Fix the Debt Releases Citizen's Plan

Yesterday, the Campaign to Fix the Debt unveiled its Citizens' Plan for lawmakers to consider over these next two months of budgetary debates. Lawmakers should take three steps: Stop the madness and end the crisis-to-crisis approach, start working together, and solve our debt problem by developing a comprehensive plan that would include entitlement and tax reform.

The release of the plan is fitting given most American's views on the budget outlook and the decisions that must be made:

The public is concerned about the debt, and is willing to accept the tough choices and the compromises needed to come up with a viable plan. We have a unique opportunity to take action with the current budget conference. What is required now is leadership.

The "Stop, Start, Solve" plan the Campaign puts forward would be a welcomed approach for most Americans. And there are models that lawmakers can follow when developing a comprehensive plan, like the recommendations from the Fiscal Commission, Domenici-Rivlin Deficit Reduction Task Force, and the Bipartisan Path Forward. Specifically, the Citizen's Plan calls for a plan that would:

  • Take steps to bring the debt down off of its current unsustainable path.
  • Replace some or all of the blunt mindless sequestration cuts with better targeted, longer-term reforms.
  • Significantly slow the growth of federal health care spending and improve the health care delivery system so that it is less of a drain on our economy and the rest of the budget.
  • Reduce and reform other areas of spending such as farm subsidies, federal employee retirement programs, and duplicative, wasteful, or low priority areas.
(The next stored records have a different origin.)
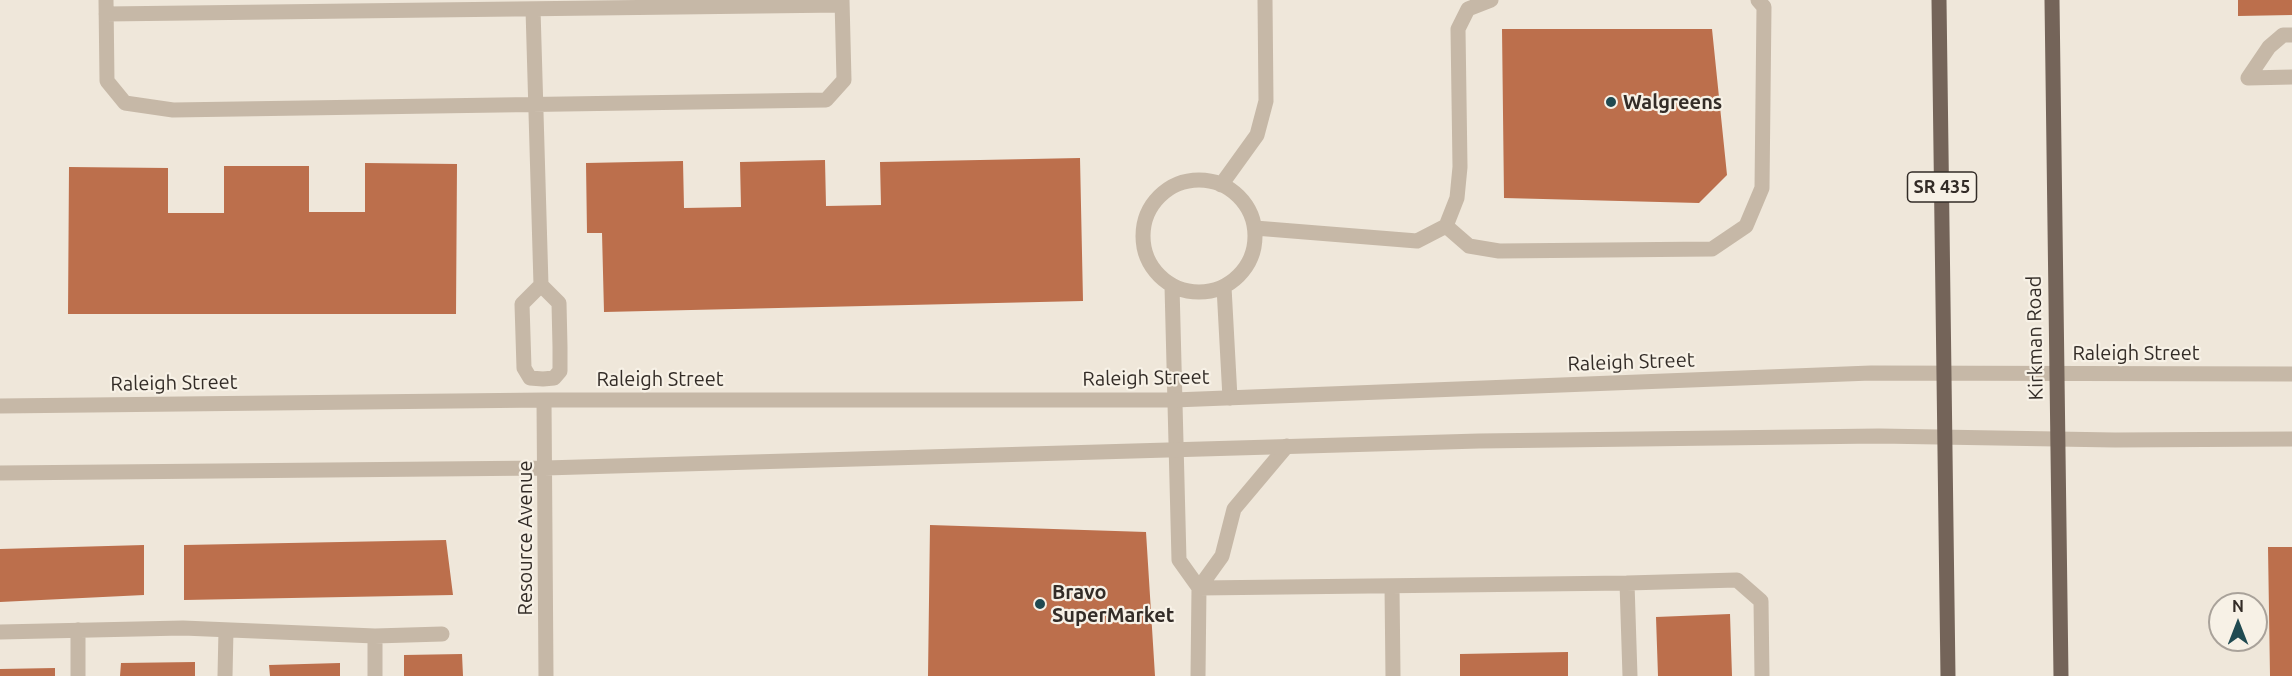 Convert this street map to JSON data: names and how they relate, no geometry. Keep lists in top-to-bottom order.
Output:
{
  "streets": {
    "main road": ["SR 435", "Kirkman Road"],
    "street": ["Raleigh Street", "Resource Avenue"]
  },
  "crossings": [
    ["SR 435", "Raleigh Street"],
    ["Kirkman Road", "Raleigh Street"],
    ["Raleigh Street", "Resource Avenue"]
  ],
  "places": ["Walgreens", "Bravo SuperMarket"],
  "north": "top"
} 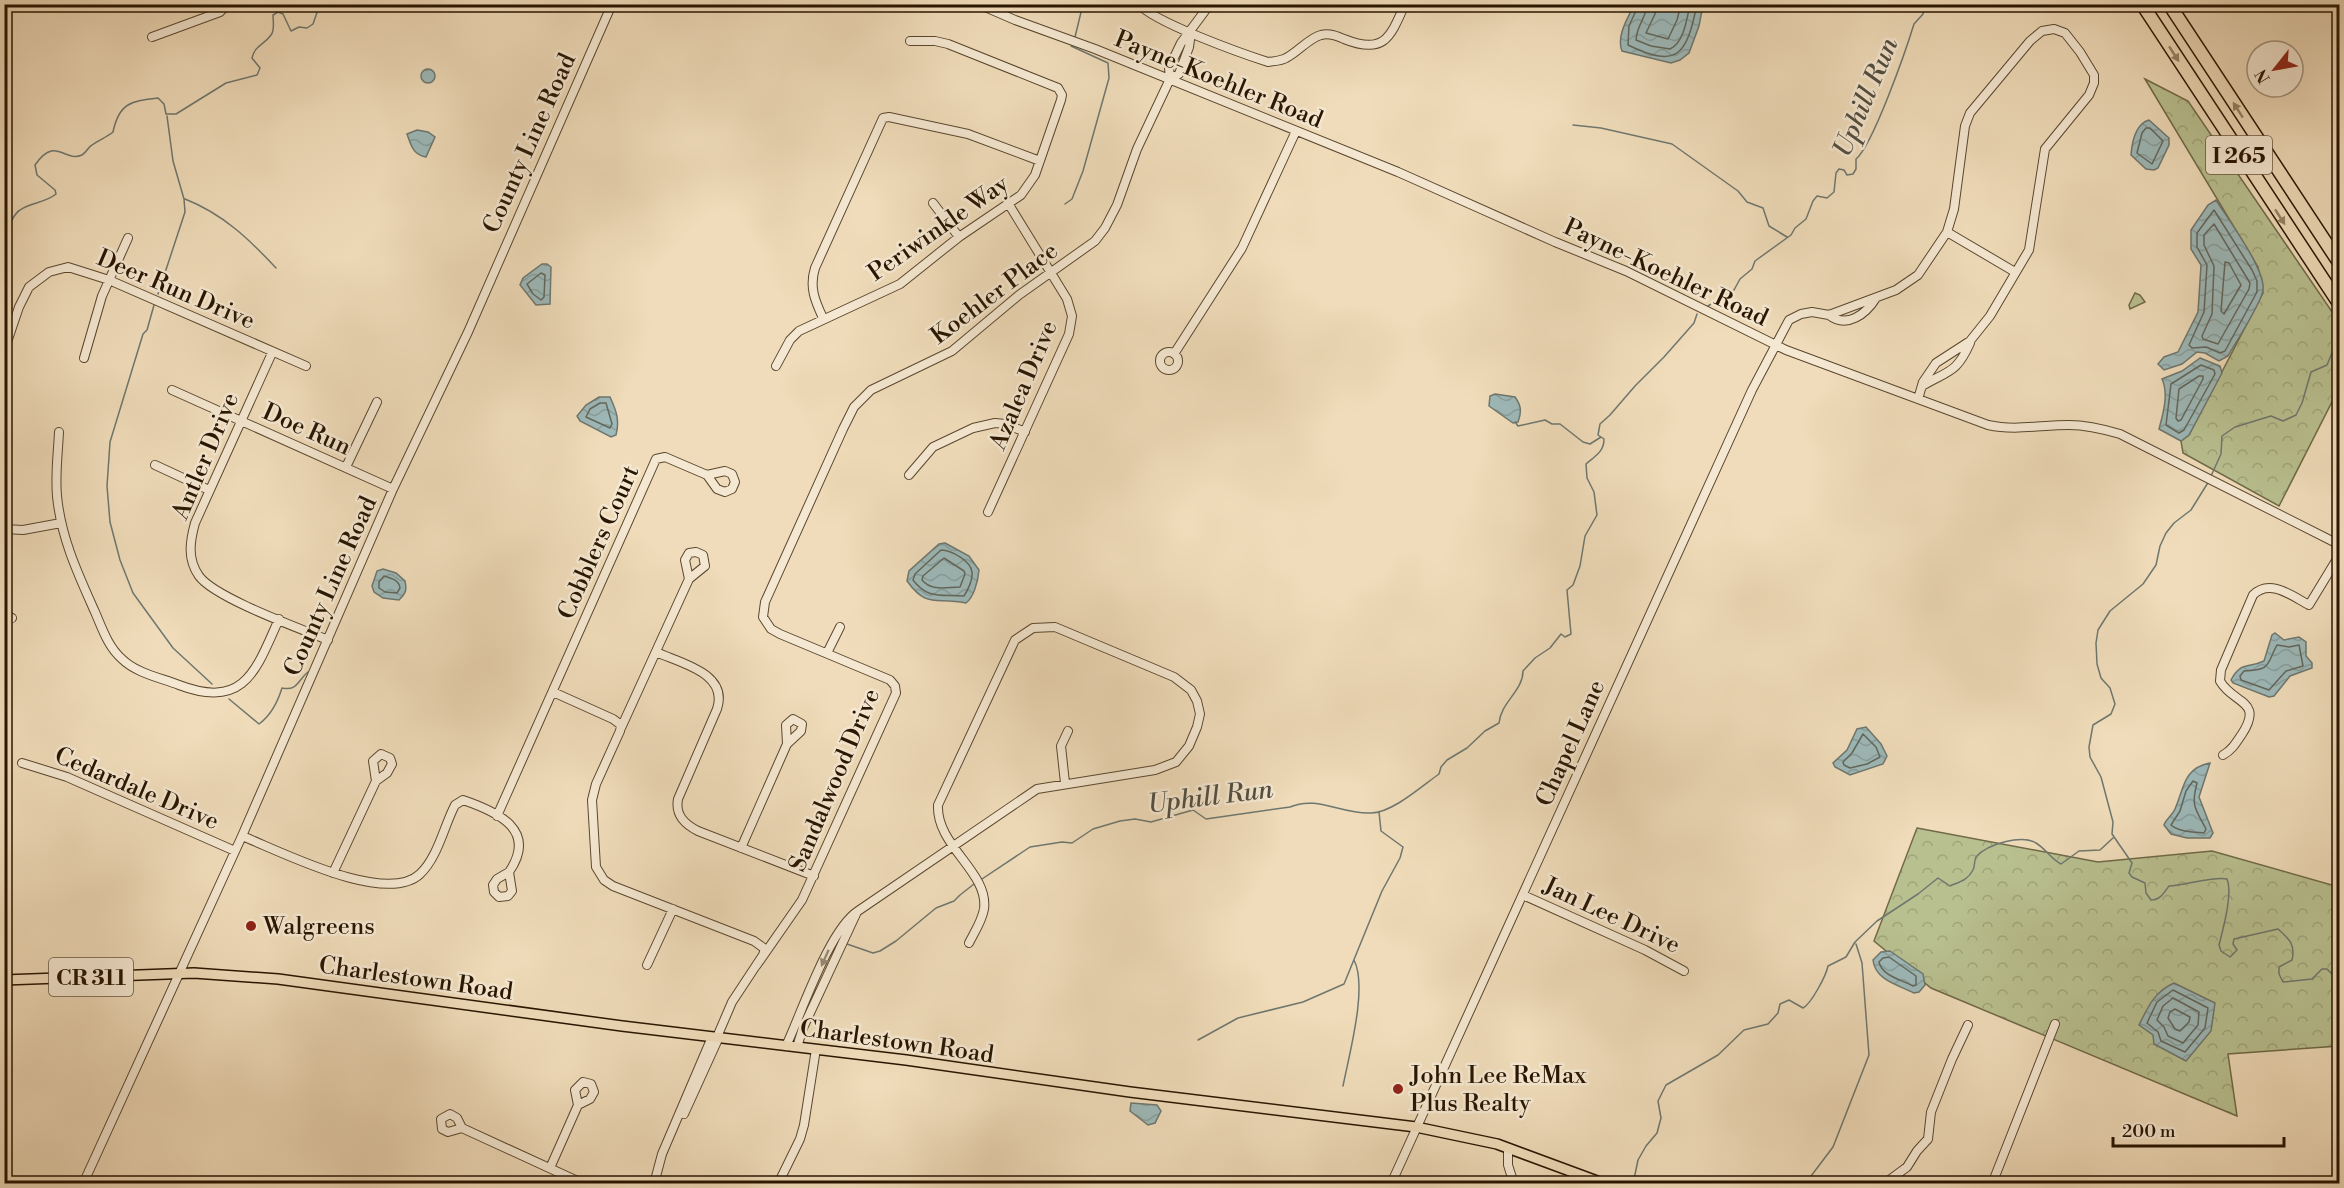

We should also fix the way we measure inflation, by switching to the more accurate chained consumer price index.
  • Enact comprehensive tax reform by eliminating, reducing, and reforming tax preferences, lowering tax rates to grow the economy, and generating revenues.
  • Fix Social Security through a balanced plan or by establishing a bipartisan process on a separate track to restore the program’s financial health and strengthen it for future retirees and generations.
  • Address the debt ceiling either by increasing it or by fixing it on a more permanent basis, possibly by indexing it to a debt plan or to economic growth.
  • Grow the economy by implementing a thoughtful and well-targeted plan in a reasonable timeframe that allows the recovery to strengthen while dealing with the nation’s dangerous debt trajectory.

Of course, agreeing upon such a plan will be hard and require tough choices. But the problem requires that kind of leadership and the American people should demand action from our leaders:

Lawmakers should not be allowed to continue to use the same tired excuses that there is no time, it is too hard, or that the public does not want compromise. The public wants solutions. It wants to remove short-term crises in favor of long-term certainty and stability. It wants–and needs–true leadership.